[Cite as State v. Bennett, 2024-Ohio-274.]
IN THE COURT OF APPEALS OF OHIO SECOND APPELLATE DISTRICT MONTGOMERY COUNTY
STATE OF OHIO : : Appellee : C.A. No. 29669 : v. : Trial Court Case No. 22CRB3640 : DONAVON BENNETT : (Criminal Appeal from Municipal Court) : Appellant : :
...........
OPINION
Rendered on January 26, 2024
APRIL F. CAMPBELL, Attorney for Appellant
MARC T. ROSS, Attorney for Appellee
.............
TUCKER, J.
{¶ 1} Defendant-appellant Donavon Bennett appeals from his conviction for cruelty
to animals. For the reasons set forth below, we reverse and remand for further
proceedings.
I. Facts and Procedural Background -2-
{¶ 2} On October 19, 2022, Bennett was charged by criminal complaint with three
counts of cruelty to animals in violation of R.C. 959.131(B). He was arraigned the next
day, at which time a trial date was set for November 1, 2022. A notice of appearance
was filed by the public defender’s office on October 21, 2022. Bennett filed a written jury
demand and a separate motion for a continuance of the trial on October 31, 2022; the
trial court conducted a hearing on the motions that same day. According to the record,
Bennett was not transported from jail to the hearing due to the late hour of the proceeding.

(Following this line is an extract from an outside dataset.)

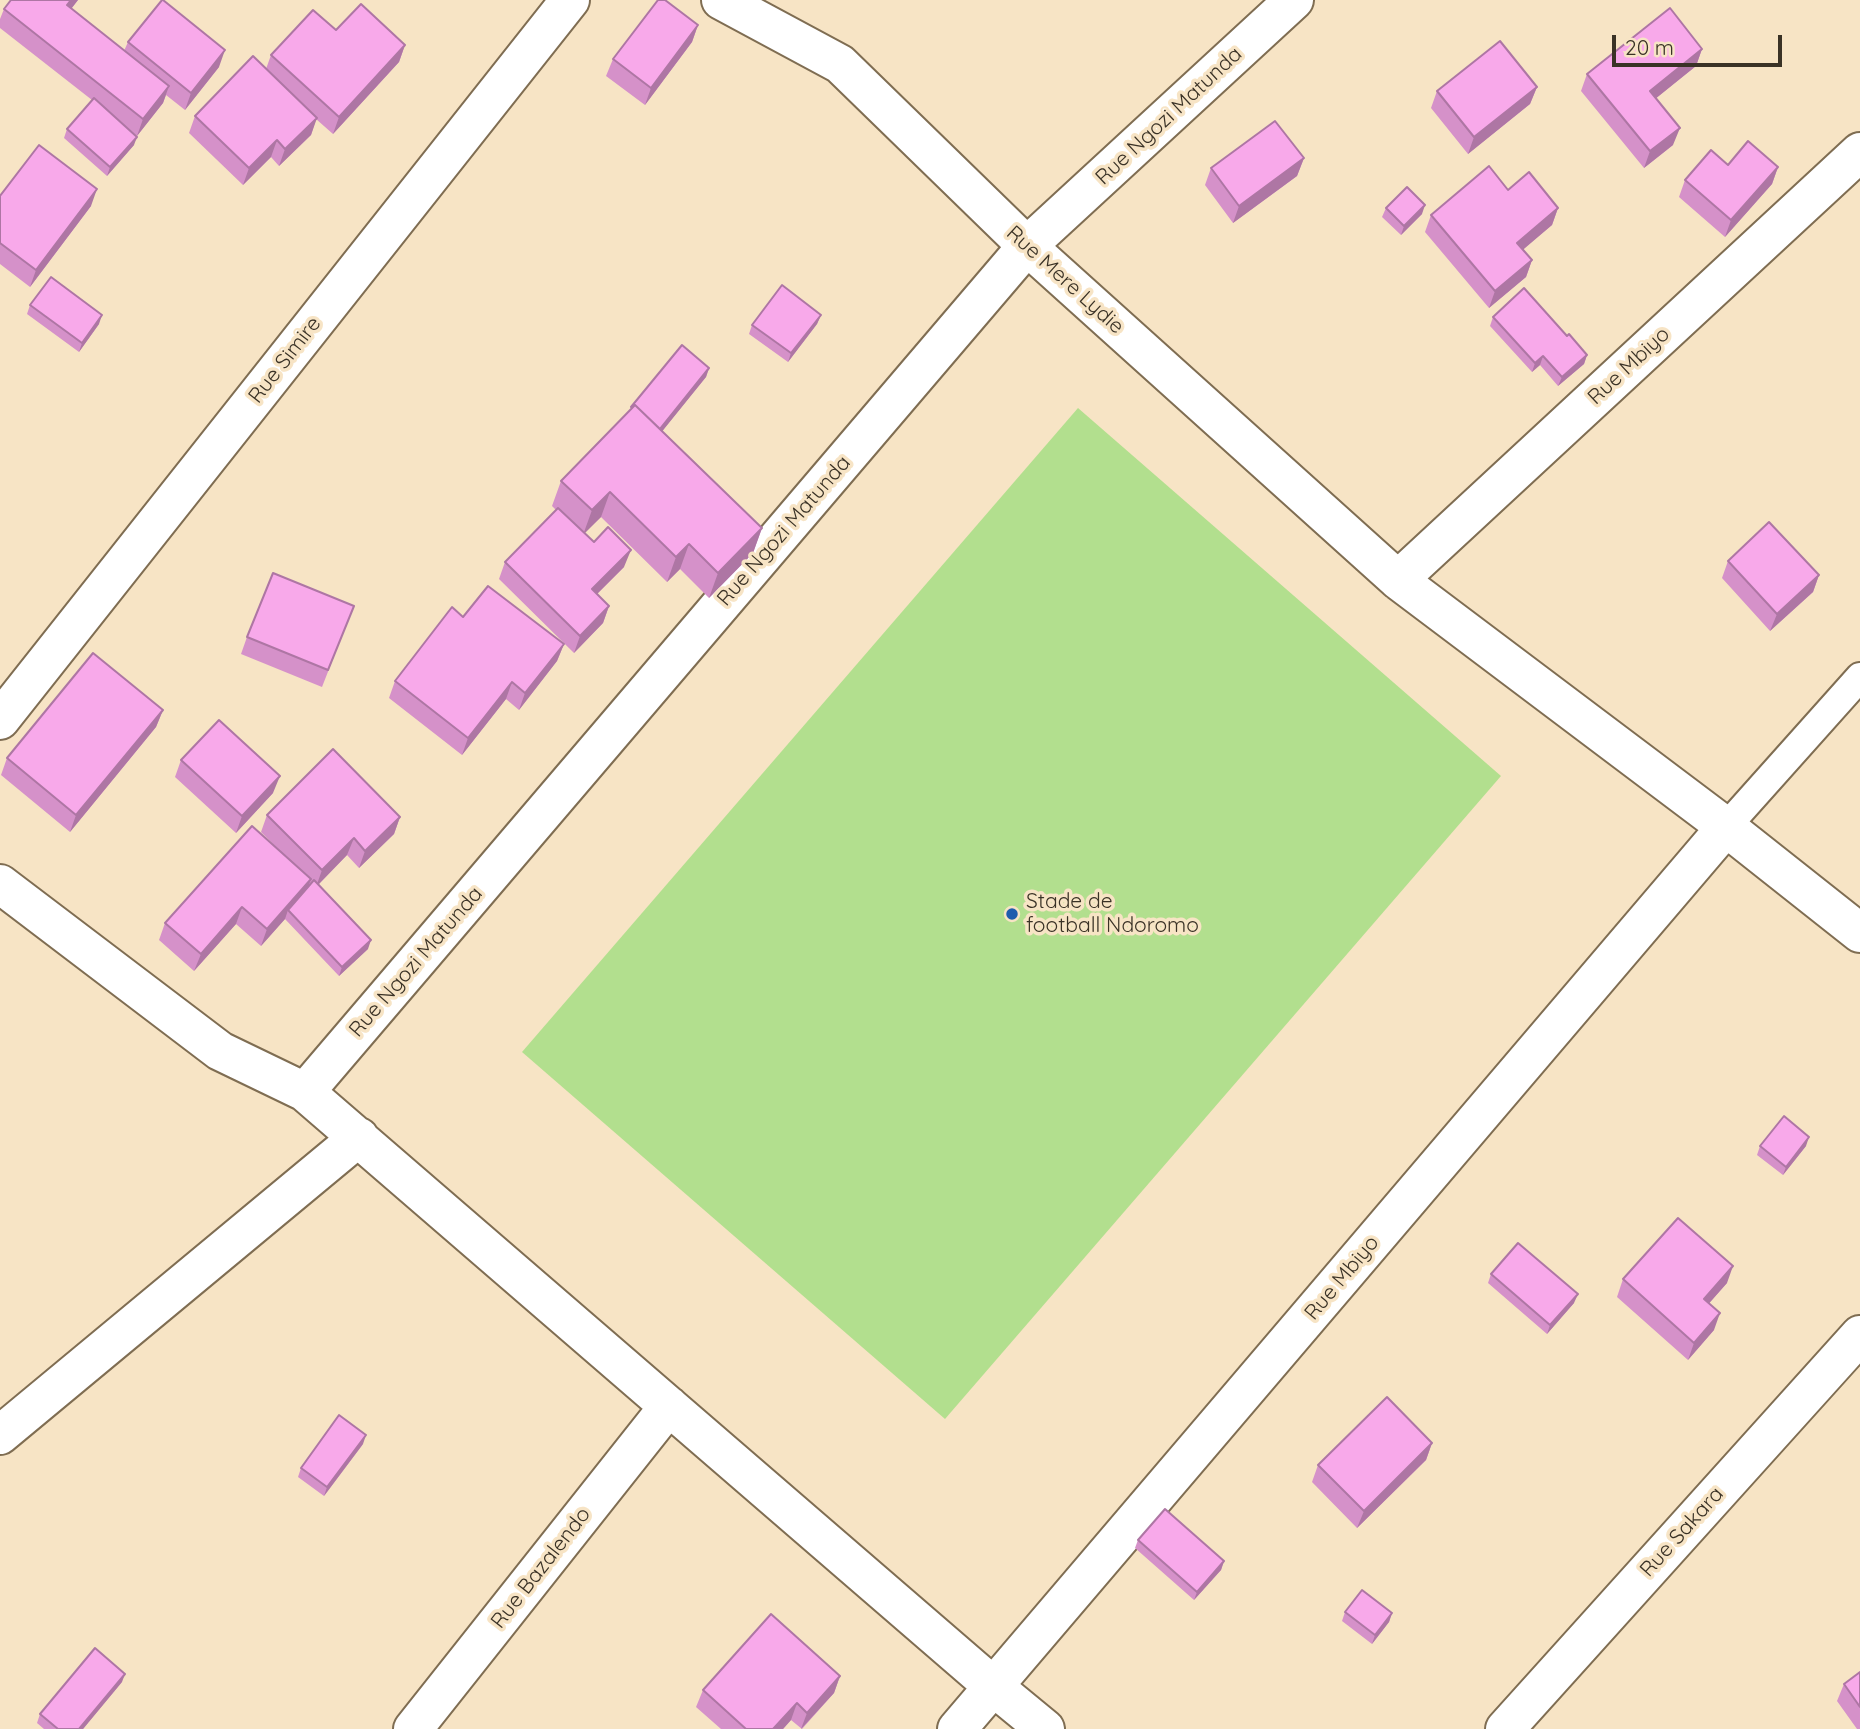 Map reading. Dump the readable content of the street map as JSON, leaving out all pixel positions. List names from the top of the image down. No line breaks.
{"streets":{"street":["Rue Ngozi Matunda","Rue Mere Lydie","Rue Simire","Rue Mbiyo","Rue Sakara","Rue Bazalendo"]},"crossings":[["Rue Ngozi Matunda","Rue Mere Lydie"],["Rue Mere Lydie","Rue Mbiyo"]],"places":["Stade de football Ndoromo"],"scale_bar":"20 m"}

Ultimately, the trial court rescheduled the trial for November 3, 2022, but denied the jury
demand as untimely.
{¶ 3} Following a bench trial, the court found Bennett guilty of one charge of cruelty
to animals and not guilty of the two other charges. Bennett was sentenced to 180 days
in jail with credit for 14 days. The remaining 166 days were suspended, and Bennett
was placed on intensive supervised probation for one year. The court ordered Bennett
to pay $309 in veterinary bills as restitution. Finally, the court ordered Bennett to attend
a Stop the Violence program and to undergo a psychiatric assessment and assessments
for drug and alcohol abuse.
{¶ 4} Bennett appeals.
II. Entitlement to a Jury Trial
{¶ 5} The first assignment of error asserted by Bennett states:
BENNETT’S CONVICTION SHOULD BE REVERSED BECAUSE
HE WAS ENTITLED TO A JURY TRIAL AND DID NOT WAIVE HIS RIGHT -3-
TO IT.
{¶ 6} “[T]he guarantee of a jury trial in criminal cases contained in the state and
federal Constitutions is not an absolute and unrestricted right in Ohio with respect to
misdemeanors, and a statute, ordinance or authorized rule of court may validly condition
the right to a jury trial in such a case on a written demand therefore.” State v. Tate, 59
Ohio St.2d 50, 52, 391 N.E.2d 738 (1979), quoting Mentor v. Giordano, 9 Ohio St.2d 140,
224 N.E.2d 343 (1967), paragraph one of the syllabus. “Crim.R. 23(A) is such a rule.”
Id. The rule states, in pertinent part:
In petty offense cases, where there is a right of jury trial, the defendant shall
be tried by the court unless he demands a jury trial. Such demand must be
in writing and filed with the clerk of court not less than ten days prior to the
date set for trial, or on or before the third day following receipt of notice of
the date set for trial, whichever is later.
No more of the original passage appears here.